Today, more than ever, corporate management is under attack.  In the wake of the Enron debacle, corporate decisions are more carefully scrutinized, and the conduct of the company’s directors and officers are now constantly under the watchful eyes of investors, creditors, and government regulators.  This heightened scrutiny compels every corporate officer and counsel to better understand D&O insurance, the one product specifically aimed at protecting important assets of directors and officers.  Of course, with increasing litigation against directors, officers and their companies, a basic understanding of D&O issues is simply not enough.  One must also stay abreast of emerging issues under the D&O policy.

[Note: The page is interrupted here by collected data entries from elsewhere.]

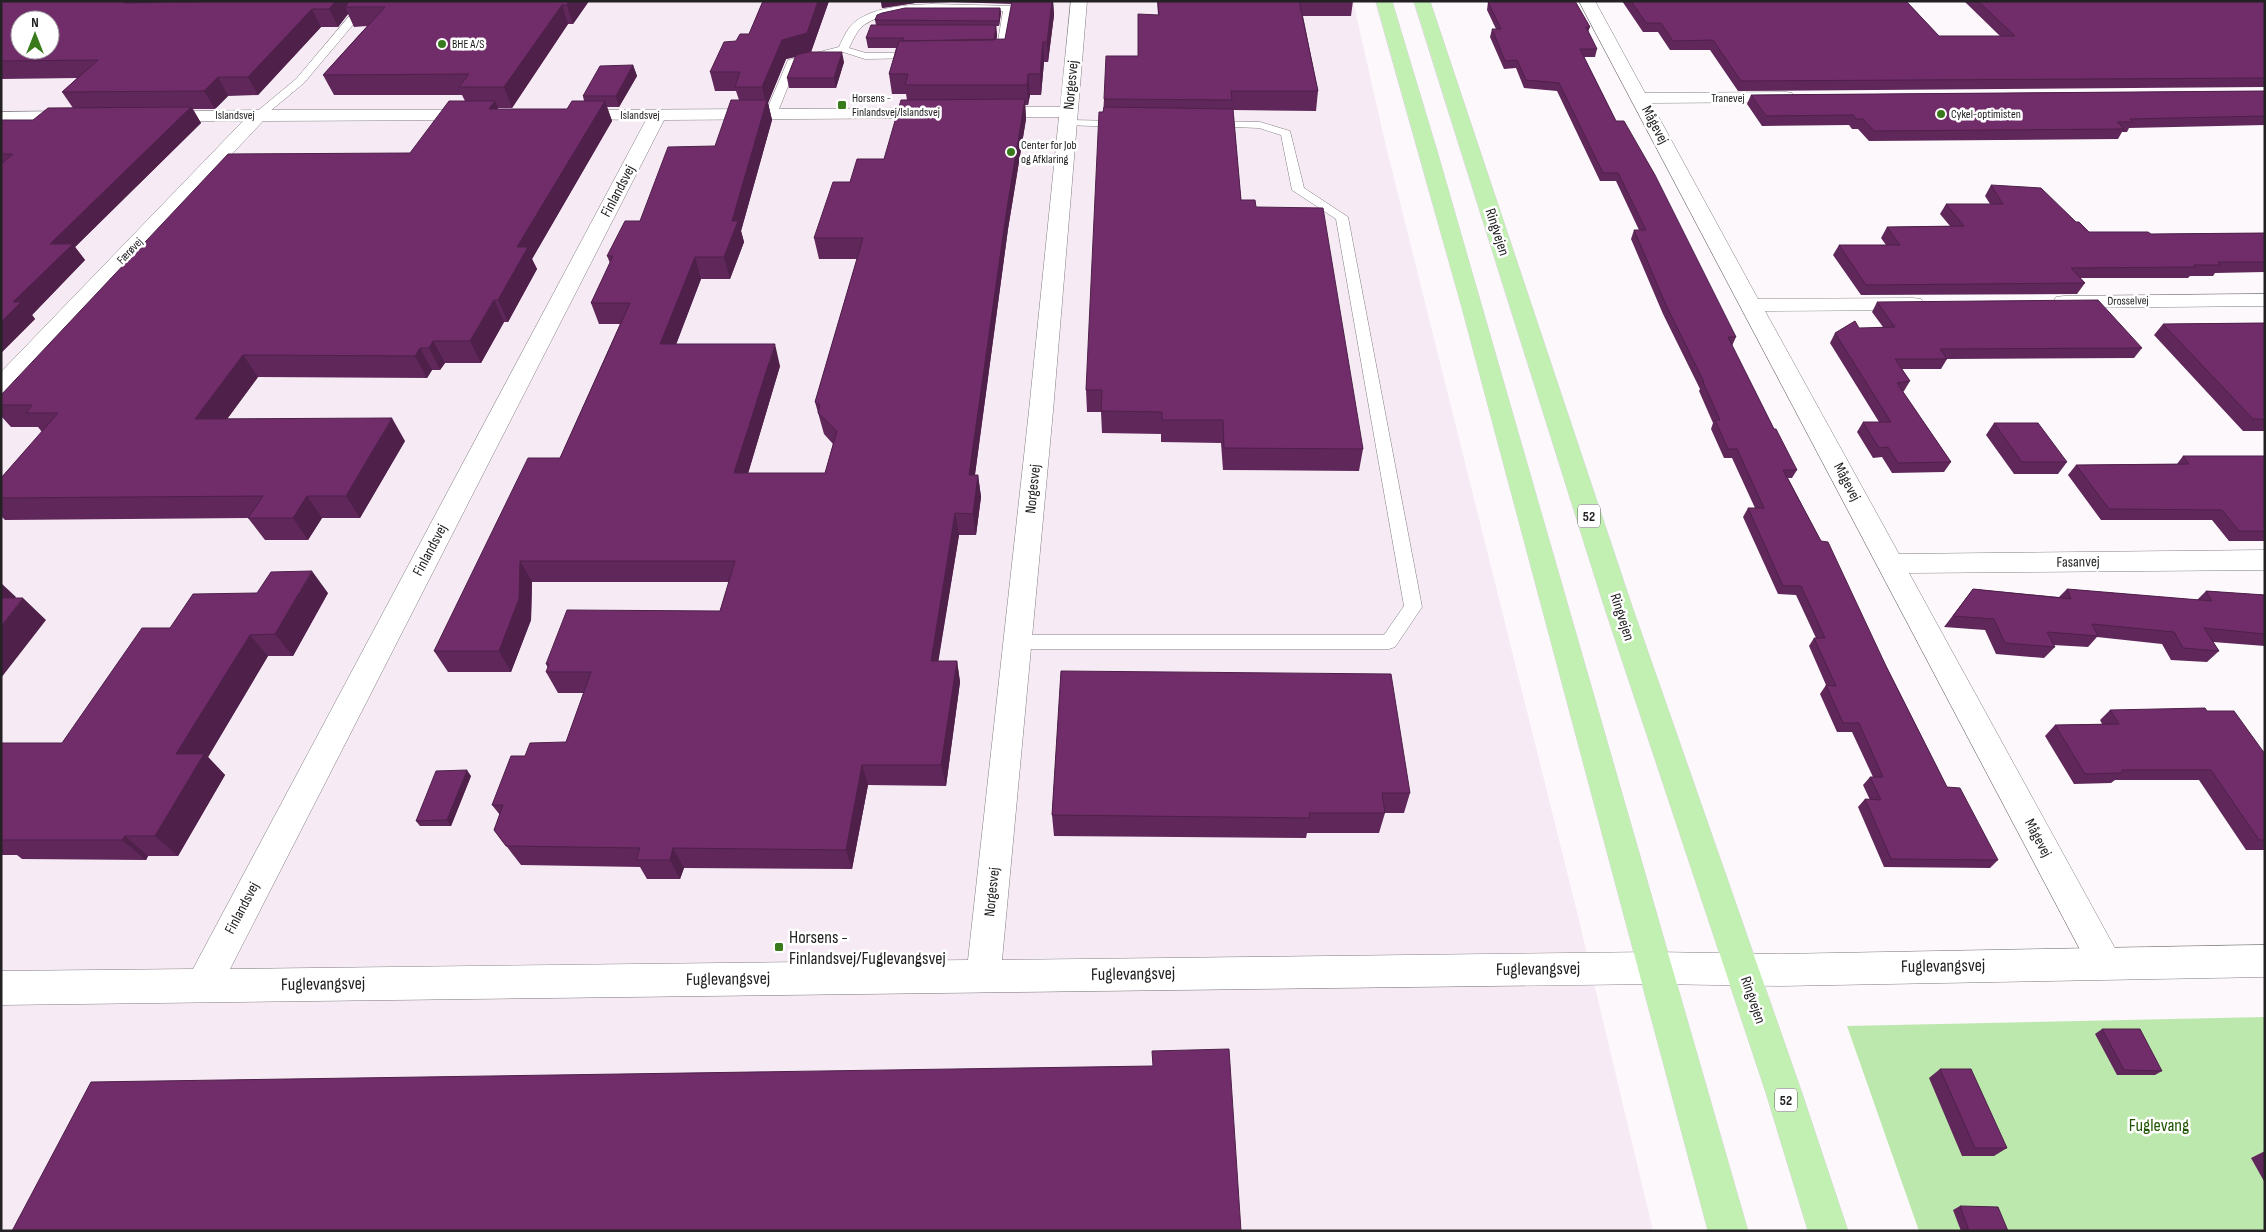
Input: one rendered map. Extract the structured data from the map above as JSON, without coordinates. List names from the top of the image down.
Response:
{
  "streets": {
    "main road": ["Ringvejen", "52"],
    "street": [
      "Norgesvej",
      "Tranevej",
      "Islandsvej",
      "Mågevej",
      "Finlandsvej",
      "Færøvej",
      "Drosselvej",
      "Fasanvej",
      "Fuglevangsvej"
    ]
  },
  "crossings": [
    ["Norgesvej", "Fuglevangsvej"],
    ["Tranevej", "Mågevej"],
    ["Islandsvej", "Finlandsvej"],
    ["Islandsvej", "Færøvej"],
    ["Mågevej", "Fasanvej"],
    ["Mågevej", "Fuglevangsvej"],
    ["Finlandsvej", "Fuglevangsvej"],
    ["Ringvejen", "Fuglevangsvej"]
  ],
  "parks": ["Fuglevang"],
  "places": {
    "other": ["BHE A/S", "Cykel-optimisten", "Center for Job og Afklaring"],
    "transit": ["Horsens - Finlandsvej/Islandsvej", "Horsens - Finlandsvej/Fuglevangsvej"]
  },
  "north": "top"
}
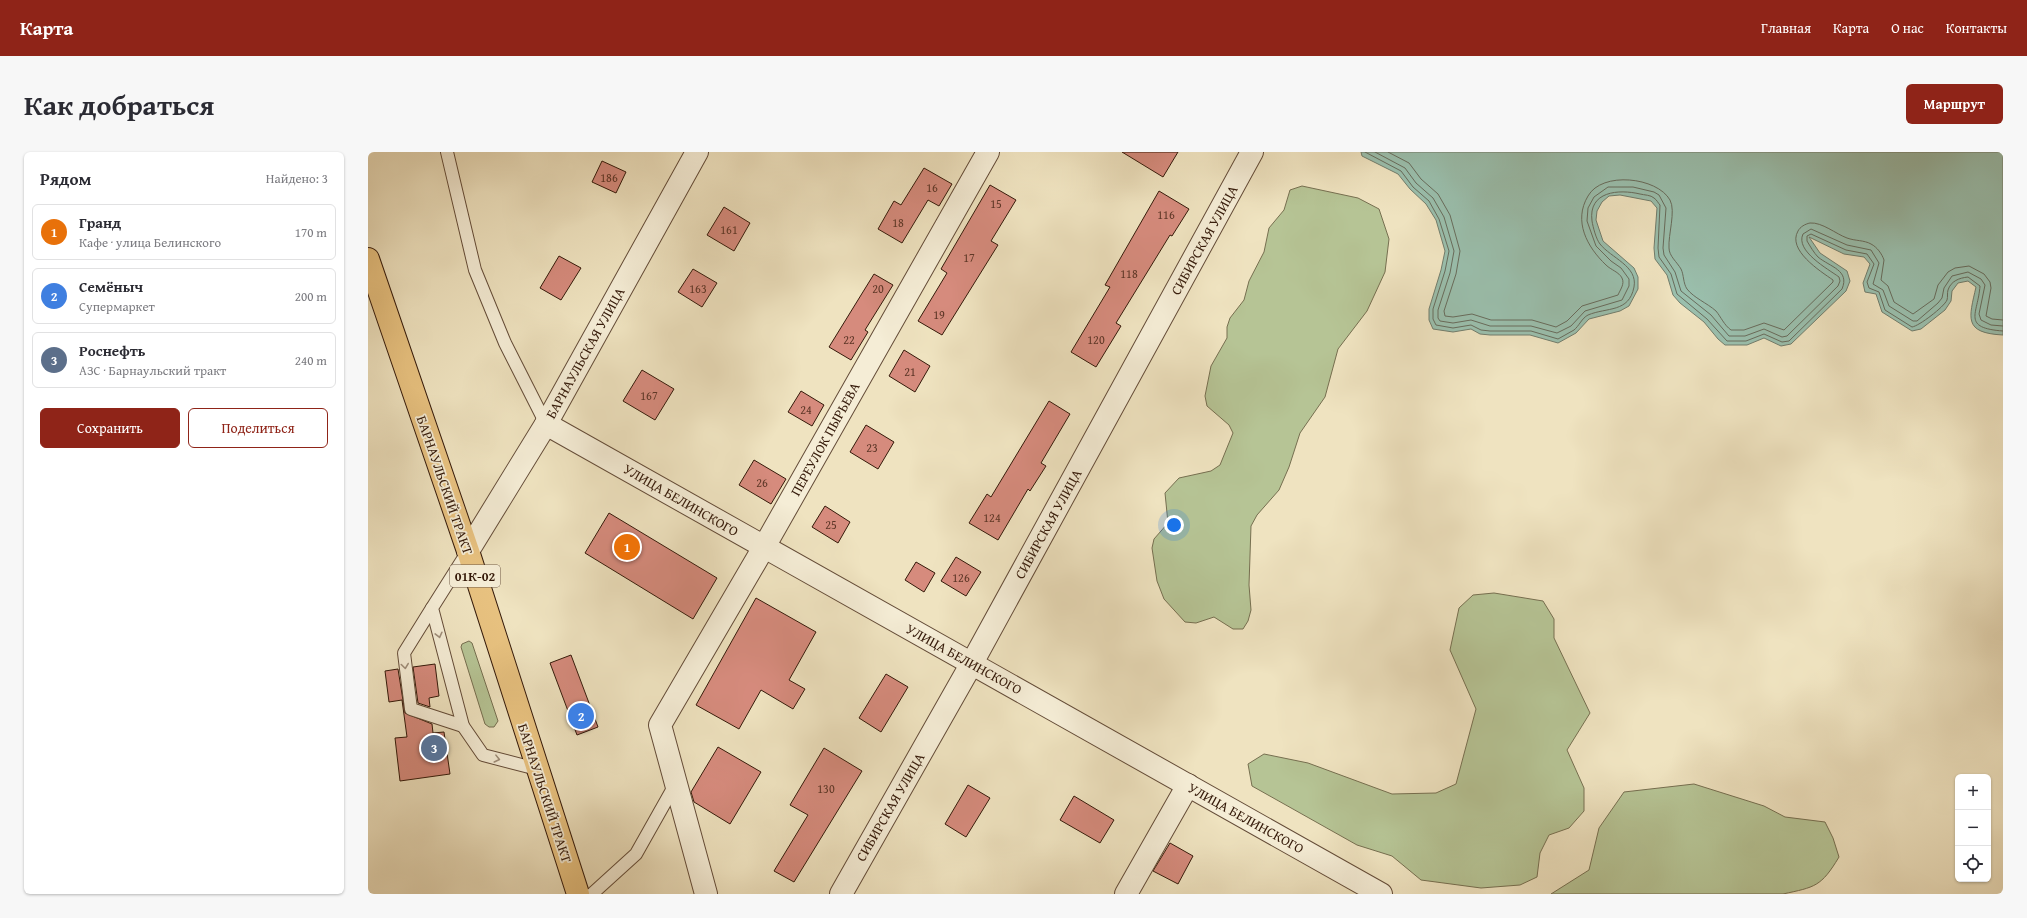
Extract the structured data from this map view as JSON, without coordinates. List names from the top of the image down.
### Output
{
  "streets": {
    "main road": ["БАРНАУЛЬСКИЙ ТРАКТ", "01К-02"],
    "street": [
      "СИБИРСКАЯ УЛИЦА",
      "БАРНАУЛЬСКАЯ УЛИЦА",
      "ПЕРЕУЛОК ПЫРЬЕВА",
      "УЛИЦА БЕЛИНСКОГО"
    ]
  },
  "crossings": [
    ["СИБИРСКАЯ УЛИЦА", "УЛИЦА БЕЛИНСКОГО"],
    ["БАРНАУЛЬСКАЯ УЛИЦА", "БАРНАУЛЬСКИЙ ТРАКТ"],
    ["БАРНАУЛЬСКАЯ УЛИЦА", "УЛИЦА БЕЛИНСКОГО"],
    ["ПЕРЕУЛОК ПЫРЬЕВА", "УЛИЦА БЕЛИНСКОГО"]
  ],
  "house_numbers": [
    "186",
    "16",
    "15",
    "116",
    "18",
    "161",
    "17",
    "118",
    "163",
    "20",
    "19",
    "22",
    "120",
    "21",
    "167",
    "24",
    "23",
    "26",
    "124",
    "25",
    "126",
    "130"
  ],
  "page": {
    "header": "Карта",
    "nav": [
      "Главная",
      "Карта",
      "О нас",
      "Контакты"
    ],
    "title": "Как добраться",
    "buttons": [
      "Маршрут",
      ["Сохранить", "Поделиться"]
    ],
    "heading": ["Рядом", "Найдено: 3"],
    "list": [
      {
        "mark": "1",
        "name": "Гранд",
        "note": "Кафе · улица Белинского",
        "value": "170 m"
      },
      {
        "mark": "2",
        "name": "Семёныч",
        "note": "Супермаркет",
        "value": "200 m"
      },
      {
        "mark": "3",
        "name": "Роснефть",
        "note": "АЗС · Барнаульский тракт",
        "value": "240 m"
      }
    ],
    "pins": ["1", "2", "3"],
    "map_buttons": ["+", "−"]
  }
}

One type of increasing litigation against directors and officers is securities litigation.  According to a recent study by the Stanford Law School Securities Class Action Clearinghouse, plaintiffs filed 327 federal securities class action lawsuits during 2001.  That figure is up 60% over the previous year.  Additionally, the size of settlements of securities litigation has also increased.  The same report found that following the Federal Private Securities Reform Act of 1995, securities litigation settlements averaged nearly $25 million, up from $8 million before the reform act.[1]

The purpose of this paper is not to provide an exhaustive or technical treatment of D&O insurance.  Instead, the objective here is twofold.  First, this paper will hopefully equip corporate counsel with a basic understanding of D&O insurance.  Second, it serves to introduce to corporate counsel some key emerging issues under the D&O policy.

[1]  The Stanford study is cited in Business Insurance, March 25, 2002.